By analyzing existing cross correlation between Wasatch Emerging India and Oberweis Micro Cap Fund, you can compare the effects of market volatilities on Wasatch Emerging and Oberweis Micro-cap and check how they will diversify away market risk if combined in the same portfolio for a given time horizon. You can also utilize pair trading strategies of matching a long position in Wasatch Emerging with a short position of Oberweis Micro-cap. Check out your portfolio center. Please also check ongoing floating volatility patterns of Wasatch Emerging and Oberweis Micro-cap.
Diversification Opportunities for Wasatch Emerging and Oberweis Micro-cap
0.47 | Correlation Coefficient |
Very weak diversification
The 3 months correlation between Wasatch and Oberweis is 0.47. Overlapping area represents the amount of risk that can be diversified away by holding Wasatch Emerging India and Oberweis Micro Cap Fund in the same portfolio, assuming nothing else is changed. The correlation between historical prices or returns on Oberweis Micro Cap and Wasatch Emerging is a relative statistical measure of the degree to which these equity instruments tend to move together. The correlation coefficient measures the extent to which returns on Wasatch Emerging India are associated (or correlated) with Oberweis Micro-cap. Values of the correlation coefficient range from -1 to +1, where. The correlation of zero (0) is possible when the price movement of Oberweis Micro Cap has no effect on the direction of Wasatch Emerging i.e., Wasatch Emerging and Oberweis Micro-cap go up and down completely randomly.
Pair Corralation between Wasatch Emerging and Oberweis Micro-cap
Assuming the 90 days horizon Wasatch Emerging India is expected to generate 0.74 times more return on investment than Oberweis Micro-cap. However, Wasatch Emerging India is 1.35 times less risky than Oberweis Micro-cap. It trades about -0.03 of its potential returns per unit of risk. Oberweis Micro Cap Fund is currently generating about -0.12 per unit of risk. If you would invest 572.00 in Wasatch Emerging India on December 30, 2024 and sell it today you would lose (14.00) from holding Wasatch Emerging India or give up 2.45% of portfolio value over 90 days.

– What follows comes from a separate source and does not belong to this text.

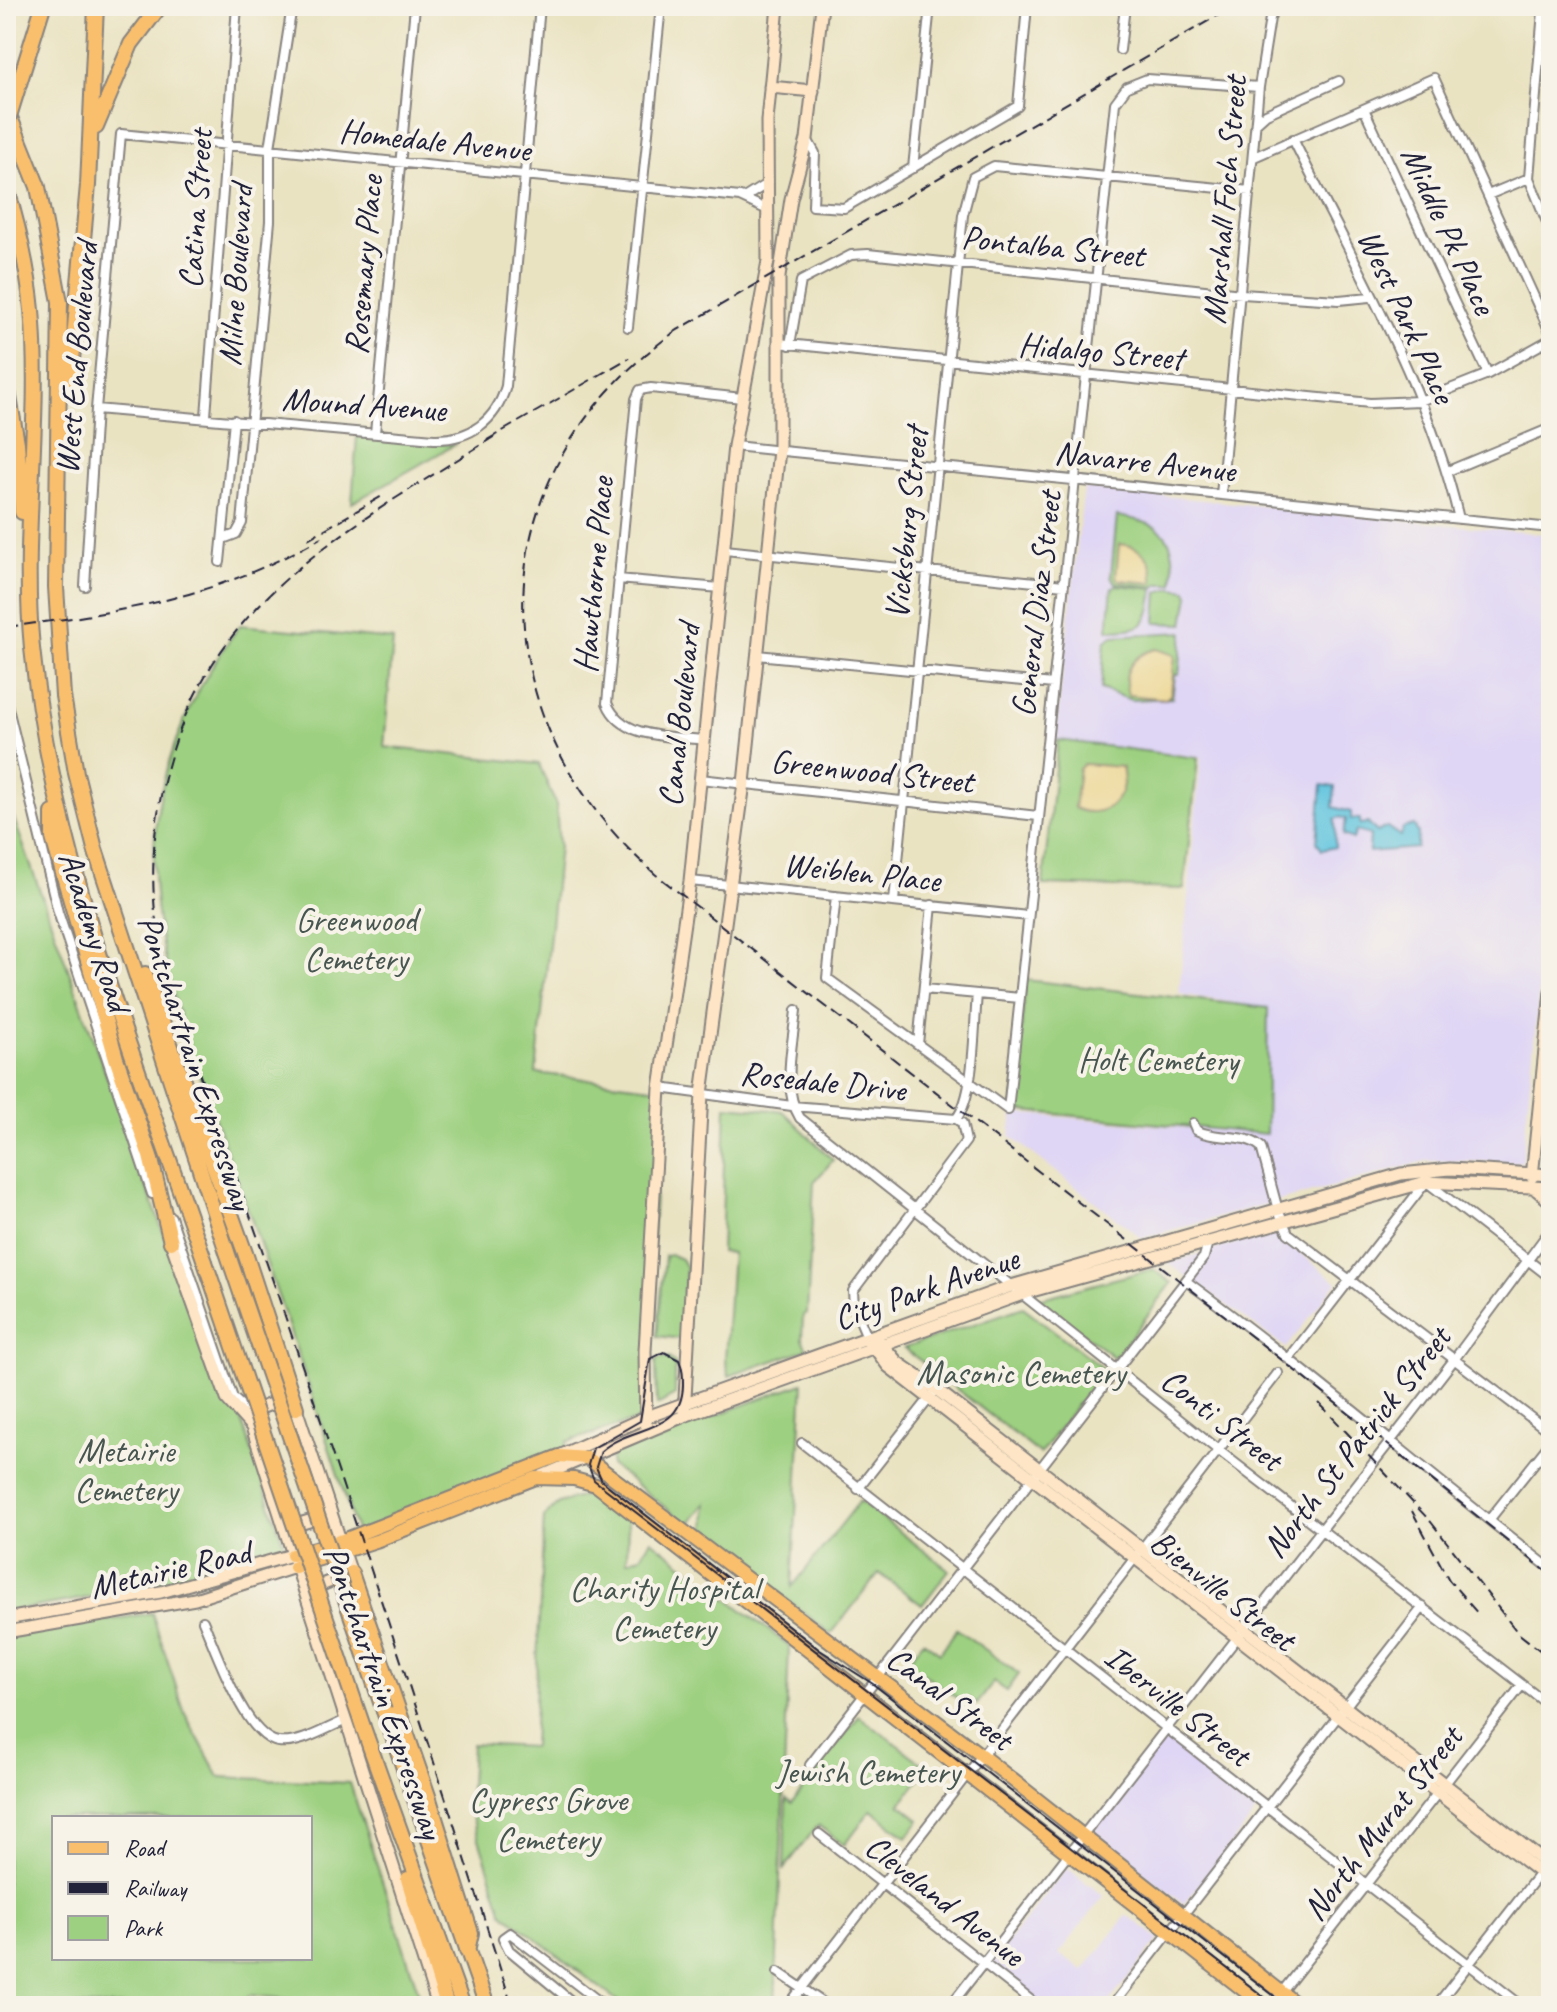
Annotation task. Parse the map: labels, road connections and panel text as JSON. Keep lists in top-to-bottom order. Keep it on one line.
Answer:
{"streets":{"highway":["Pontchartrain Expressway"],"main road":["Canal Boulevard","City Park Avenue","Metairie Road","Bienville Street","Canal Street"],"street":["Homedale Avenue","Marshall Foch Street","Catina Street","Middle Pk Place","Pontalba Street","Rosemary Place","Milne Boulevard","West Park Place","Hidalgo Street","West End Boulevard","Mound Avenue","Navarre Avenue","Vicksburg Street","Hawthorne Place","General Diaz Street","Greenwood Street","Weiblen Place","Academy Road","Rosedale Drive","Conti Street","North St Patrick Street","Iberville Street","North Murat Street","Cleveland Avenue"]},"crossings":[["Homedale Avenue","Catina Street"],["Homedale Avenue","Rosemary Place"],["Homedale Avenue","Milne Boulevard"],["Homedale Avenue","West End Boulevard"],["Homedale Avenue","Mound Avenue"],["Homedale Avenue","Canal Boulevard"],["Marshall Foch Street","Pontalba Street"],["Marshall Foch Street","Hidalgo Street"],["Marshall Foch Street","Navarre Avenue"],["Marshall Foch Street","General Diaz Street"],["Catina Street","Mound Avenue"],["Middle Pk Place","Hidalgo Street"],["Pontalba Street","West Park Place"],["Pontalba Street","Hidalgo Street"],["Pontalba Street","Vicksburg Street"],["Pontalba Street","General Diaz Street"],["Pontalba Street","Canal Boulevard"],["Rosemary Place","Mound Avenue"],["Milne Boulevard","Mound Avenue"],["West Park Place","Hidalgo Street"],["West Park Place","Navarre Avenue"],["Hidalgo Street","Vicksburg Street"],["Hidalgo Street","General Diaz Street"],["Hidalgo Street","Canal Boulevard"],["West End Boulevard","Mound Avenue"],["Navarre Avenue","Vicksburg Street"],["Navarre Avenue","General Diaz Street"],["Navarre Avenue","Canal Boulevard"],["Vicksburg Street","General Diaz Street"],["Vicksburg Street","Greenwood Street"],["Vicksburg Street","Weiblen Place"],["Hawthorne Place","Canal Boulevard"],["General Diaz Street","Greenwood Street"],["General Diaz Street","Weiblen Place"],["Canal Boulevard","Greenwood Street"],["Canal Boulevard","Weiblen Place"],["Canal Boulevard","Rosedale Drive"],["Canal Boulevard","City Park Avenue"],["Rosedale Drive","Conti Street"],["City Park Avenue","Conti Street"],["City Park Avenue","Metairie Road"],["City Park Avenue","Bienville Street"],["City Park Avenue","Canal Street"],["Conti Street","North St Patrick Street"],["Conti Street","Bienville Street"],["Conti Street","North Murat Street"],["North St Patrick Street","Bienville Street"],["North St Patrick Street","Canal Street"],["North St Patrick Street","Iberville Street"],["North St Patrick Street","Cleveland Avenue"],["Bienville Street","North Murat Street"],["Canal Street","North Murat Street"],["Iberville Street","North Murat Street"]],"parks":["Greenwood Cemetery","Holt Cemetery","Masonic Cemetery","Metairie Cemetery","Charity Hospital Cemetery","Jewish Cemetery","Cypress Grove Cemetery"],"legend":["Road","Railway","Park"]}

Time Period | 3 Months [change] |
Direction | Moves Together |
Strength | Weak |
Accuracy | 100.0% |
Values | Daily Returns |
Wasatch Emerging India vs. Oberweis Micro Cap Fund
Performance |
Timeline |
Wasatch Emerging India |
Oberweis Micro Cap |
Wasatch Emerging and Oberweis Micro-cap Volatility Contrast
Predicted Return Density |
Returns |
Pair Trading with Wasatch Emerging and Oberweis Micro-cap
The main advantage of trading using opposite Wasatch Emerging and Oberweis Micro-cap positions is that it hedges away some unsystematic risk. Because of two separate transactions, even if Wasatch Emerging position performs unexpectedly, Oberweis Micro-cap can make up some of the losses. Pair trading also minimizes risk from directional movements in the market. For example, if an entire industry or sector drops because of unexpected headlines, the short position in Oberweis Micro-cap will offset losses from the drop in Oberweis Micro-cap's long position.Wasatch Emerging vs. Matthews India Fund | Wasatch Emerging vs. Wasatch Emerging Markets | Wasatch Emerging vs. Wasatch Emerging Markets | Wasatch Emerging vs. iShares MSCI India |
Oberweis Micro-cap vs. Oberweis Emerging Growth | Oberweis Micro-cap vs. Oberweis Small Cap Opportunities | Oberweis Micro-cap vs. Ultra Small Pany Fund | Oberweis Micro-cap vs. Perritt Microcap Opportunities |
Check out your portfolio center.Note that this page's information should be used as a complementary analysis to find the right mix of equity instruments to add to your existing portfolios or create a brand new portfolio. You can also try the Portfolio Rebalancing module to analyze risk-adjusted returns against different time horizons to find asset-allocation targets.